== Information supplied

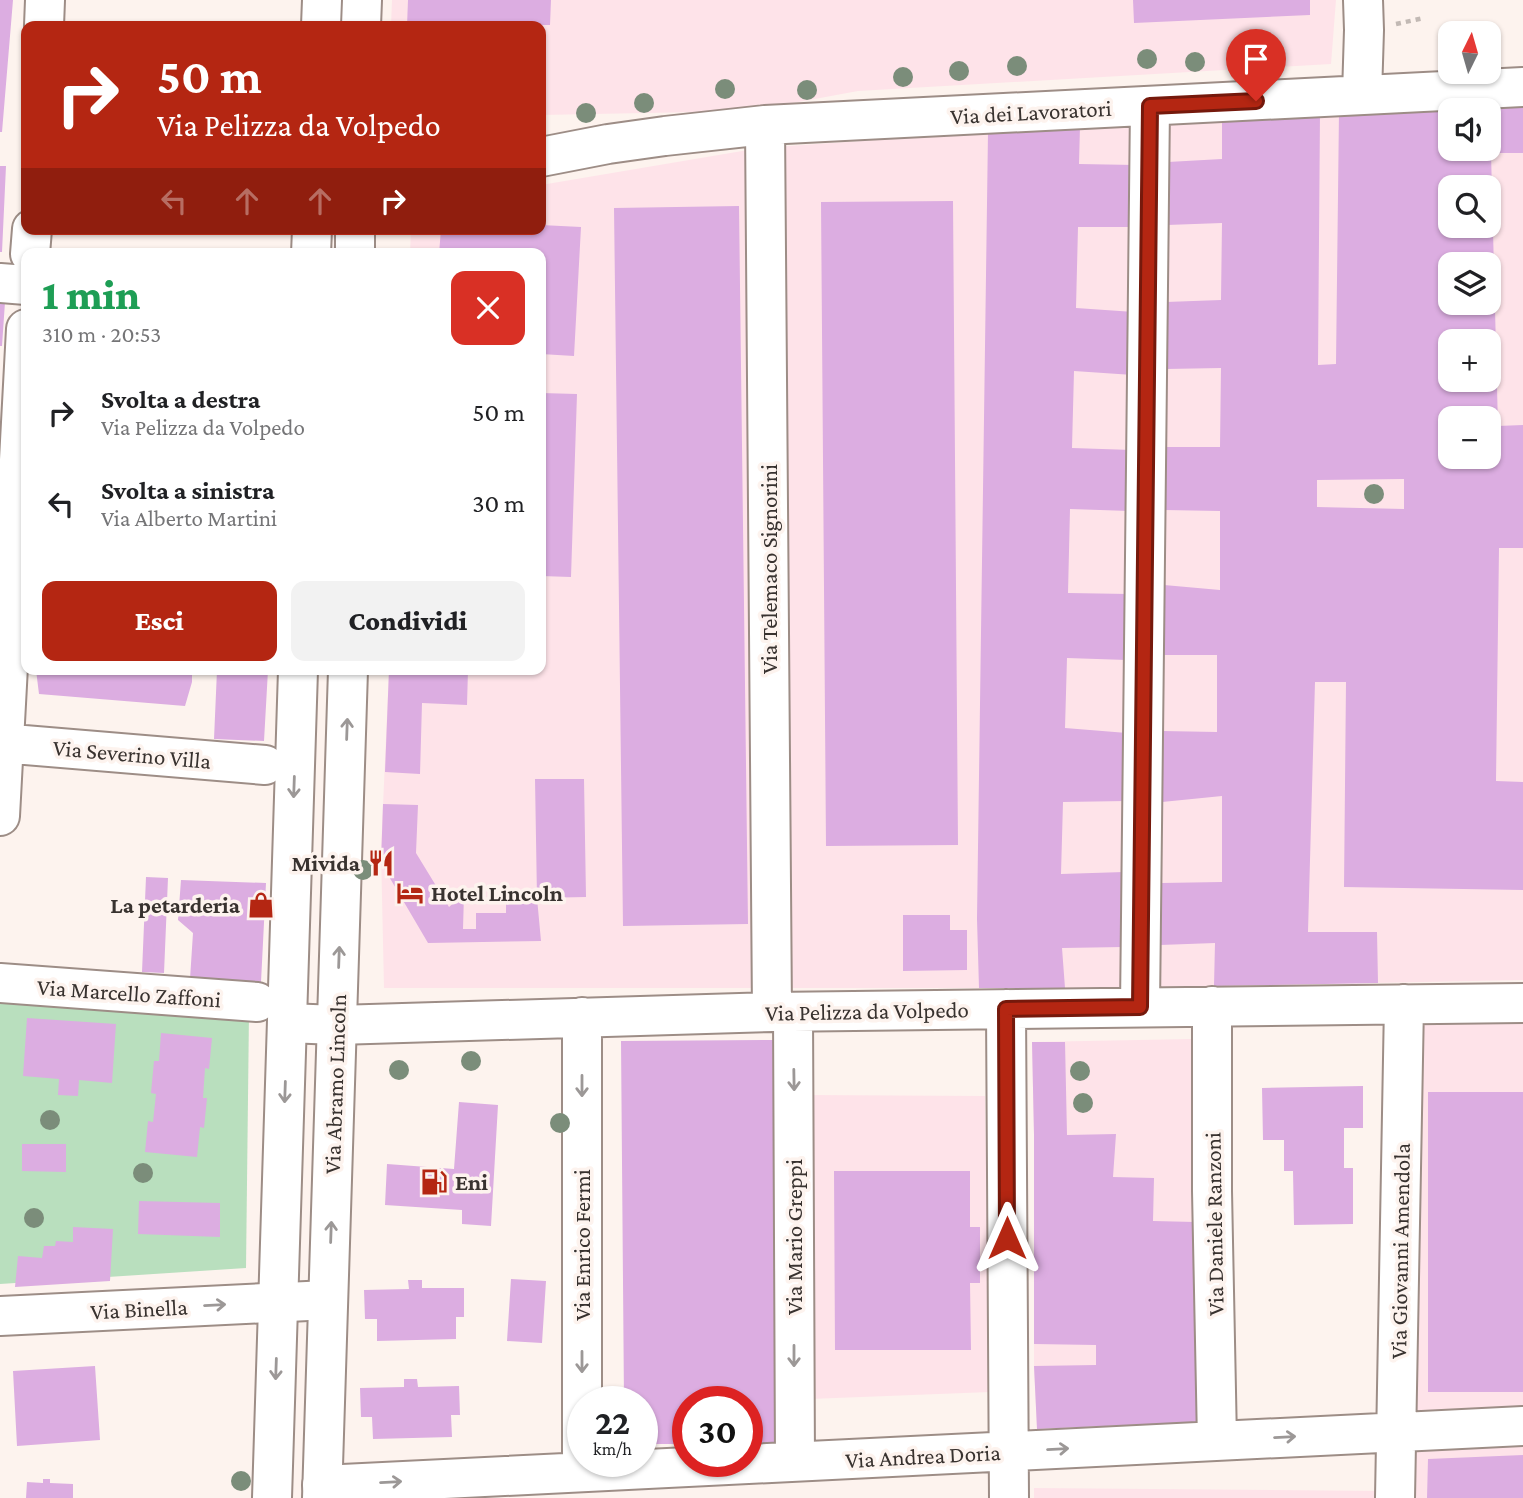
<!DOCTYPE html>
<html lang="it">
<meta charset="utf-8">
<style>
:root{--surface:#fff;--page:#f2f2f2;--text:#202124;--muted:#757577;--accent:#b42612}
body{margin:0;font-family:"Crimson Pro",serif;background:var(--page);color:var(--text);height:100vh;display:flex;flex-direction:column;font-size:26px;white-space:nowrap}
*{box-sizing:border-box;margin:0}
p{font-size:23px;color:var(--muted)}
.icon{flex:none;width:38px;height:38px;fill:none;stroke:currentColor;stroke-width:2;stroke-linecap:round;stroke-linejoin:round}
.map{position:relative;flex:1;overflow:hidden}
.details{position:absolute;left:21px;top:248px;width:525px;height:427px;display:flex;flex-direction:column;background:var(--surface);border-radius:14px;box-shadow:0 2px 5px #0004}
.details>*{flex:none}
.hud{position:absolute;left:21px;top:21px;width:525px;height:214px;border-radius:14px;box-shadow:0 2px 5px #0004;background:#b42612;color:#fff;overflow:hidden}
.needle{width:46px;rotate:5deg}
.controls{position:absolute;left:1438px;top:21px;display:grid;gap:14px}
.controls a{display:grid;place-items:center;width:63px;height:63px;border-radius:14px;background:var(--surface);box-shadow:0 2px 5px #0004;font-size:35px}
.speed{position:absolute;left:567px;top:1386px;display:flex;gap:14px;font-size:35px;font-weight:700;text-align:center}
.speed>*{display:grid;place-content:center;width:91px;height:91px;border-radius:50%;background:var(--surface);box-shadow:0 2px 5px #0004;line-height:1}
.speed small{font-size:18px;font-weight:400}
.speed .limit{border:10px solid #d22;background:#fff;color:#111}
.pin{position:absolute;display:grid;place-items:center;width:60px;height:60px;color:#fff;margin:-72px -30px;border-radius:50% 50% 50% 0;rotate:-45deg;box-shadow:0 0 7px #0007}
.pin .icon{rotate:45deg}
.me{position:absolute;width:77px;margin:-38px;rotate:0deg;stroke-linejoin:round;filter:drop-shadow(0 0 5px #0008)}
.turn{display:flex;align-items:center;gap:24px;height:147px;padding:0 21px;font-size:32px}
.turn .icon{width:91px;height:91px;stroke-width:2.5}
.turn b{display:block;font-size:49px;line-height:60px}
.lanes{display:flex;align-items:center;height:66px;padding:0 21px;background:#0003;justify-content:center;gap:35px;direction:ltr}
.lanes .off{opacity:.35}
.round{display:grid;place-items:center;flex:none;width:74px;height:74px;border-radius:14px;background:var(--page)}
.summary{display:flex;align-items:center;justify-content:space-between;height:119px;padding:0 21px}
h1{font-size:42px;font-weight:800;line-height:52px;color:#1e9e55}
.primary-button{display:flex;gap:14px;margin-top:auto;padding:14px 21px}
.primary-button a{flex:1;height:80px;border-radius:14px;background:var(--accent);color:#fff;font-size:28px;font-weight:800;line-height:80px;text-align:center}
.primary-button a+a{background:var(--page);color:var(--text)}
ul{padding:0;list-style:none}
li{display:flex;align-items:center;gap:21px;height:91px;padding:0 21px}
li div{flex:1}
li b{display:block;font-size:26px}
li em{font-style:normal}
.map>svg:first-child{display:block}
</style>
<div class="map">
<svg width="1523" height="1498" viewBox="0 0 1523 1498">
<rect width="100%" height="100%" fill="#fdf3ee"/>
<path fill="#fee3e9" fill-rule="evenodd" d="M 392,0 L 1336,0 L 1331,64 L 858,91 L 750,111 L 541,115 L 541,26 L 391,26 Z
M 1523,102 L 1523,980 L 1160,987 L 1168,120 ZM 1451,110 L 1489,110 L 1489,149 L 1451,149 ZM 1451,187 L 1489,187 L 1489,226 L 1451,226 ZM 1451,264 L 1489,264 L 1489,303 L 1451,303 ZM 1451,341 L 1489,341 L 1489,380 L 1451,380 ZM 1451,418 L 1489,418 L 1489,457 L 1451,457 Z
M 1136,122 L 1123,988 L 384,988 L 381,851 L 389,670 L 541,670 L 541,254 L 410,254 L 411,229 L 541,229 L 541,185 L 760,148 Z
M 1523,1014 L 1523,1498 L 1414,1498 L 1419,1018 Z
M 1192,1039 L 1197,1422 L 1037,1429 L 1034,1366 L 1034,1135 L 1032,1042 Z
M 806,1095 L 985,1096 L 990,1392 L 810,1399 Z
M 1034,1488 L 1382,1491 L 1382,1498 L 1034,1498 Z"/>
<path fill="#b9dfbe" d="M 0,992 L 249,1012 L 246,1268 L 0,1284 Z"/>
<path fill="#dcade1" fill-rule="evenodd" d="M 0,0 L 13,0 L 2,132 L 0,132 Z
M 408,0 L 551,0 L 550,25 L 407,26 Z
M 1133,0 L 1310,0 L 1310,15 L 1134,23 Z
M 1523,102 L 1523,153 L 1491,153 L 1498,426 L 1523,425 L 1523,548 L 1499,548 L 1496,781 L 1523,782 L 1523,890 L 1344,887 L 1346,682 L 1315,682 L 1308,932 L 1377,932 L 1378,983 L 1214,986 L 1215,943 L 1160,945 L 1161,883 L 1222,882 L 1222,796 L 1162,802 L 1162,731 L 1217,732 L 1217,655 L 1163,655 L 1164,585 L 1220,590 L 1220,511 L 1165,510 L 1165,447 L 1220,447 L 1221,368 L 1166,369 L 1166,302 L 1221,300 L 1222,223 L 1167,225 L 1168,162 L 1222,159 L 1222,117 L 1320,112 L 1318,365 L 1336,364 L 1339,111 ZM 1451,110 L 1489,110 L 1489,149 L 1451,149 ZM 1451,187 L 1489,187 L 1489,226 L 1451,226 ZM 1451,264 L 1489,264 L 1489,303 L 1451,303 ZM 1451,341 L 1489,341 L 1489,380 L 1451,380 ZM 1451,418 L 1489,418 L 1489,457 L 1451,457 ZM 1404,479 L 1404,509 L 1317,507 L 1317,480 Z
M 1080,126 L 1079,164 L 1135,165 L 1135,227 L 1078,227 L 1076,308 L 1134,312 L 1133,375 L 1074,371 L 1072,448 L 1132,450 L 1130,511 L 1070,509 L 1068,593 L 1129,594 L 1127,660 L 1067,658 L 1065,728 L 1127,733 L 1126,801 L 1063,802 L 1061,874 L 1124,872 L 1123,947 L 1062,948 L 1065,988 L 979,988 L 977,919 L 988,132 Z
M 0,166 L 6,166 L 2,252 L 0,252 Z
M 953,201 L 958,845 L 826,846 L 821,202 Z
M 739,206 L 748,924 L 623,926 L 614,208 Z
M 541,225 L 581,227 L 574,356 L 541,354 L 541,254 L 439,254 L 441,229 L 541,229 Z
M 0,301 L 5,302 L 2,346 L 0,346 Z
M 541,393 L 577,394 L 571,577 L 541,576 Z
M 36,670 L 192,670 L 192,682 L 185,706 L 39,694 Z
M 217,670 L 268,670 L 264,741 L 214,739 Z
M 389,670 L 468,670 L 467,705 L 422,703 L 420,774 L 385,772 Z
M 535,779 L 584,779 L 586,897 L 537,898 Z
M 383,804 L 418,805 L 416,853 L 449,907 L 464,894 L 463,929 L 476,929 L 476,913 L 506,913 L 506,897 L 537,898 L 541,941 L 428,943 L 381,863 Z
M 146,877 L 168,878 L 164,973 L 142,972 Z
M 181,880 L 266,883 L 261,982 L 190,979 L 193,933 L 178,920 Z
M 903,915 L 950,915 L 950,930 L 967,930 L 967,970 L 903,971 Z
M 27,1018 L 116,1024 L 112,1083 L 79,1080 L 78,1096 L 58,1095 L 59,1079 L 23,1076 Z
M 161,1033 L 212,1038 L 209,1069 L 205,1068 L 203,1098 L 207,1098 L 204,1128 L 200,1127 L 197,1157 L 145,1152 L 148,1121 L 153,1122 L 156,1094 L 151,1093 L 154,1061 L 159,1061 Z
M 775,1040 L 778,1444 L 747,1444 L 747,1402 L 688,1402 L 688,1444 L 642,1444 L 642,1402 L 624,1402 L 621,1041 Z
M 1032,1042 L 1065,1042 L 1067,1135 L 1116,1134 L 1113,1177 L 1154,1178 L 1153,1221 L 1195,1222 L 1197,1422 L 1037,1429 L 1034,1366 L 1096,1365 L 1096,1345 L 1034,1344 L 1034,1135 Z
M 1363,1086 L 1363,1128 L 1344,1128 L 1344,1168 L 1353,1168 L 1353,1224 L 1294,1225 L 1293,1171 L 1284,1171 L 1284,1140 L 1263,1140 L 1262,1088 Z
M 1428,1092 L 1523,1092 L 1523,1392 L 1428,1392 Z
M 459,1102 L 498,1105 L 491,1226 L 462,1224 L 462,1210 L 385,1205 L 387,1164 L 454,1169 Z
M 22,1144 L 66,1144 L 66,1172 L 22,1171 Z
M 834,1171 L 970,1171 L 970,1227 L 980,1227 L 980,1283 L 970,1283 L 971,1350 L 835,1350 Z
M 139,1201 L 220,1203 L 220,1237 L 138,1234 Z
M 73,1227 L 113,1229 L 110,1281 L 15,1287 L 18,1256 L 42,1258 L 44,1246 L 55,1246 L 56,1241 L 73,1242 Z
M 511,1279 L 546,1281 L 542,1343 L 507,1341 Z
M 408,1280 L 422,1280 L 422,1288 L 464,1288 L 464,1317 L 456,1317 L 456,1339 L 377,1341 L 377,1319 L 365,1319 L 364,1290 L 409,1289 Z
M 95,1366 L 100,1440 L 17,1446 L 13,1371 Z
M 404,1379 L 417,1379 L 418,1387 L 459,1386 L 460,1415 L 451,1415 L 452,1437 L 373,1439 L 372,1417 L 361,1417 L 360,1388 L 404,1387 Z
M 1523,1455 L 1523,1498 L 1427,1498 L 1428,1459 Z
M 43,1479 L 50,1479 L 50,1483 L 73,1484 L 73,1498 L 26,1498 L 27,1482 L 43,1483 Z"/>
<g fill="none" stroke-linecap="round" stroke-linejoin="round">
<g stroke="#9d8d86" stroke-width="42">
<path id="minor" d="M 44,26 L 45,0
M 1362,95 L 1364,30 L 1363,0
M 765,125 L 772,1012
M 541,157 L 608,144 L 665,136 L 765,125 L 1523,87
M 30,254 L 32,229
M 0,283 L 26,285
M 0,743 L 265,765
M 0,816 L 26,329
M 0,983 L 257,1002
M 1212,1006 L 1212,1191 L 1217,1441
M 1140,1007 L 1150,106
M 1006,1009 L 1009,1498
M 793,1012 L 795,1462
M 287,1023 L 337,1025 L 772,1012 L 1523,1003
M 0,1316 L 328,1300
M 582,1472 L 582,1017
M 322,1485 L 1523,1426
M 1395,1498 L 1404,1004"/>
</g>
<g stroke="#9d8d86" stroke-width="42">
<path id="major" d="M 321,26 L 322,0
M 361,26 L 362,0
M 311,254 L 312,229
M 355,254 L 355,229
M 272,1498 L 298,670
M 322,1498 L 348,670"/>
</g>
<path stroke="#c2b9b4" stroke-width="4.5" stroke-dasharray="5 5" stroke-linecap="butt" d="M 1396,24 L 1424,18"/>
<use href="#minor" stroke="#fff" stroke-width="38"/>
<use href="#major" stroke="#fff" stroke-width="38"/>
</g>
<g fill="#7b8d7a">
<circle cx="1147" cy="59" r="10"/>
<circle cx="1195" cy="62" r="10"/>
<circle cx="1017" cy="66" r="10"/>
<circle cx="959" cy="71" r="10"/>
<circle cx="903" cy="77" r="10"/>
<circle cx="725" cy="89" r="10"/>
<circle cx="807" cy="90" r="10"/>
<circle cx="644" cy="103" r="10"/>
<circle cx="586" cy="113" r="10"/>
<circle cx="1374" cy="494" r="10"/>
<circle cx="363" cy="870" r="10"/>
<circle cx="471" cy="1061" r="10"/>
<circle cx="399" cy="1070" r="10"/>
<circle cx="1080" cy="1071" r="10"/>
<circle cx="1083" cy="1103" r="10"/>
<circle cx="50" cy="1120" r="10"/>
<circle cx="560" cy="1123" r="10"/>
<circle cx="143" cy="1173" r="10"/>
<circle cx="34" cy="1218" r="10"/>
<circle cx="241" cy="1481" r="10"/>
</g>
<defs><path id="oneway-shaft" d="M-6 0H5M1.5-3L5.5 0L1.5 3" fill="none" stroke-width="1.6" stroke-linecap="round" stroke-linejoin="round" transform="scale(1.75)"/></defs>
<g stroke="#9c9897">
<use href="#oneway-shaft" transform="translate(347 729) rotate(-88)"/>
<use href="#oneway-shaft" transform="translate(294 787) rotate(92)"/>
<use href="#oneway-shaft" transform="translate(339 957) rotate(-88)"/>
<use href="#oneway-shaft" transform="translate(794 1080) rotate(89)"/>
<use href="#oneway-shaft" transform="translate(582 1086) rotate(90)"/>
<use href="#oneway-shaft" transform="translate(285 1092) rotate(92)"/>
<use href="#oneway-shaft" transform="translate(331 1232) rotate(-88)"/>
<use href="#oneway-shaft" transform="translate(215 1305) rotate(-3)"/>
<use href="#oneway-shaft" transform="translate(794 1356) rotate(90)"/>
<use href="#oneway-shaft" transform="translate(582 1362) rotate(90)"/>
<use href="#oneway-shaft" transform="translate(276 1369) rotate(92)"/>
<use href="#oneway-shaft" transform="translate(1285 1437) rotate(-3)"/>
<use href="#oneway-shaft" transform="translate(1058 1449) rotate(-3)"/>
<use href="#oneway-shaft" transform="translate(391 1482) rotate(-3)"/>
</g>
<g fill="none" stroke-linecap="round" stroke-linejoin="round">
<g stroke="#75190c" stroke-width="18">
<path id="route" d="M 1007,1238 L 1006,1009 L 1140,1007 L 1150,106 L 1256,101"/>
</g>
<use href="#route" stroke="#b42612" stroke-width="12"/>
</g>
<defs>
<g id="restaurant-bare" transform="scale(2.1)"><path d="M-5-6h1v4h1v-4h1v4h1v-4h1v5L-1.5 .5V6h-2V.5L-5-1ZM5-6V6H3V1.5H1.5Q1.5-4 5-6Z" fill="#b42612" stroke="#fdf3ee" stroke-width="2.5" paint-order="stroke"/></g>
<g id="hotel-bare" transform="scale(2.1)"><path d="M-6-4.5h1.5V1H6V5H4.5V3h-9V5H-6ZM-4 0a1.8 1.8 0 1 1 3.6 0ZM.5 0V-2.5h3Q6-2.5 6 0Z" fill="#b42612" stroke="#fdf3ee" stroke-width="2.5" paint-order="stroke"/></g>
<g id="shop-bare" transform="scale(2.1)"><path d="M-5-2.5h2.3a2.7 3.5 0 0 1 5.4 0H5L5.5 6h-11ZM-1.5-2.5h3a1.5 2.3 0 0 0-3 0Z" fill="#b42612" stroke="#fdf3ee" stroke-width="2.5" paint-order="stroke"/></g>
<g id="fuel-bare" transform="scale(2.1)"><path d="M-5.5-6h7V0h2V4h1.3V-2.5L3-4.5l.8-.8L6-3V5H2.5V1h-1V6h-7ZM-4.2-4.7v3.2H.2V-4.7Z" fill="#b42612" stroke="#fdf3ee" stroke-width="2.5" paint-order="stroke"/></g>
</defs>
<g fill-rule="evenodd">
<use href="#restaurant-bare" x="381" y="863"/>
<use href="#hotel-bare" x="410" y="893"/>
<use href="#shop-bare" x="261" y="905"/>
<use href="#fuel-bare" x="434" y="1182"/>
</g>
<g text-anchor="middle" dominant-baseline="central" stroke-width="7" stroke-linejoin="round" paint-order="stroke">
<g font-size="23" fill="#38322f" stroke="#fdf3ee">
<text transform="translate(1031 112) rotate(-3)">Via dei Lavoratori</text>
<text transform="translate(769 569) rotate(-90)">Via Telemaco Signorini</text>
<text transform="translate(132 754) rotate(5)">Via Severino Villa</text>
<text transform="translate(129 993) rotate(4)">Via Marcello Zaffoni</text>
<text transform="translate(867 1011) rotate(-1)">Via Pelizza da Volpedo</text>
<text transform="translate(335 1084) rotate(-88)">Via Abramo Lincoln</text>
<text transform="translate(1214 1224) rotate(-91)">Via Daniele Ranzoni</text>
<text transform="translate(794 1237) rotate(-90)">Via Mario Greppi</text>
<text transform="translate(582 1245) rotate(-90)">Via Enrico Fermi</text>
<text transform="translate(1400 1251) rotate(-89)">Via Giovanni Amendola</text>
<text transform="translate(139 1309) rotate(-3)">Via Binella</text>
<text transform="translate(923 1456) rotate(-3)">Via Andrea Doria</text>
</g>
<g font-size="23" font-weight="bold" fill="#38322f" stroke="#fdf3ee" text-anchor="end">
<text x="360" y="863">Mivida</text>
<text x="431" y="893" text-anchor="start">Hotel Lincoln</text>
<text x="240" y="905">La petarderia</text>
<text x="455" y="1182" text-anchor="start">Eni</text>
</g>
</g>
</svg>
<div class="controls">
<a><svg class="needle" viewBox="-14 -14 28 28"><path d="M0-13l5 13h-10z" fill="#e53935"/><path d="M0 13l5-13h-10z" fill="#757577"/></svg></a>
<a><svg class="icon" aria-label="sound" viewBox="0 0 24 24"><path d="M4 9h4l5-4v14l-5-4H4zM17 9q2 3 0 6"/></svg></a>
<a><svg class="icon" aria-label="search" viewBox="0 0 24 24"><circle cx="10" cy="10" r="6"/><path d="M15 15l6 6"/></svg></a>
<a><svg class="icon" aria-label="layers" viewBox="0 0 24 24"><path d="M12 4l9 5-9 5-9-5zM3 14l9 5 9-5"/></svg></a>
<a>+</a>
<a>−</a>
</div>
<div class="speed"><div>22<small>km/h</small></div><div class="limit">30</div></div>
<div class="pin" style="left:1256px;top:101px;background:#d93025"><svg class="icon" aria-label="arrive" viewBox="0 0 24 24"><path d="M6 21V4h12l-3 4 3 4H6"/></svg></div>
<svg class="me" style="left:1007px;top:1238px" viewBox="-20 -20 40 40"><path d="M0-17L14 15 0 8-14 15z" fill="#b42612" stroke="#fff" stroke-width="4"/></svg>
<div class="hud">
<div class="turn"><svg class="icon" aria-label="right" viewBox="0 0 24 24"><path d="M7 20v-9h11M14 6l5 5-5 5"/></svg><div><b>50 m</b>Via Pelizza da Volpedo</div></div>
<div class="lanes"><svg class="icon off" aria-label="left" viewBox="0 0 24 24"><path d="M17 20v-9H6M10 6l-5 5 5 5"/></svg><svg class="icon off" aria-label="ahead" viewBox="0 0 24 24"><path d="M12 20V5M6 11l6-6 6 6"/></svg><svg class="icon off" aria-label="ahead" viewBox="0 0 24 24"><path d="M12 20V5M6 11l6-6 6 6"/></svg><svg class="icon" aria-label="right" viewBox="0 0 24 24"><path d="M7 20v-9h11M14 6l5 5-5 5"/></svg></div>
</div>
<section class="details">
<div class="summary"><div><h1>1 min</h1><p>310 m · 20:53</p></div><a class="round" style="background:#d93025;color:#fff"><svg class="icon" aria-label="close" viewBox="0 0 24 24"><path d="M6 6l12 12M18 6L6 18"/></svg></a></div>
<ul>
<li><svg class="icon" aria-label="right" viewBox="0 0 24 24"><path d="M7 20v-9h11M14 6l5 5-5 5"/></svg><div><b>Svolta a destra</b><p>Via Pelizza da Volpedo</p></div><em>50 m</em></li>
<li><svg class="icon" aria-label="left" viewBox="0 0 24 24"><path d="M17 20v-9H6M10 6l-5 5 5 5"/></svg><div><b>Svolta a sinistra</b><p>Via Alberto Martini</p></div><em>30 m</em></li>
</ul>
<div class="primary-button"><a>Esci</a><a>Condividi</a></div>
</section>
</div>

====

> [Activity]: Should a line in the material contain "controls", copy it.

> [Answer box]:
.controls{position:absolute;left:1438px;top:21px;display:grid;gap:14px}
.controls a{display:grid;place-items:center;width:63px;height:63px;border-radius:14px;background:var(--surface);box-shadow:0 2px 5px #0004;font-size:35px}
<div class="controls">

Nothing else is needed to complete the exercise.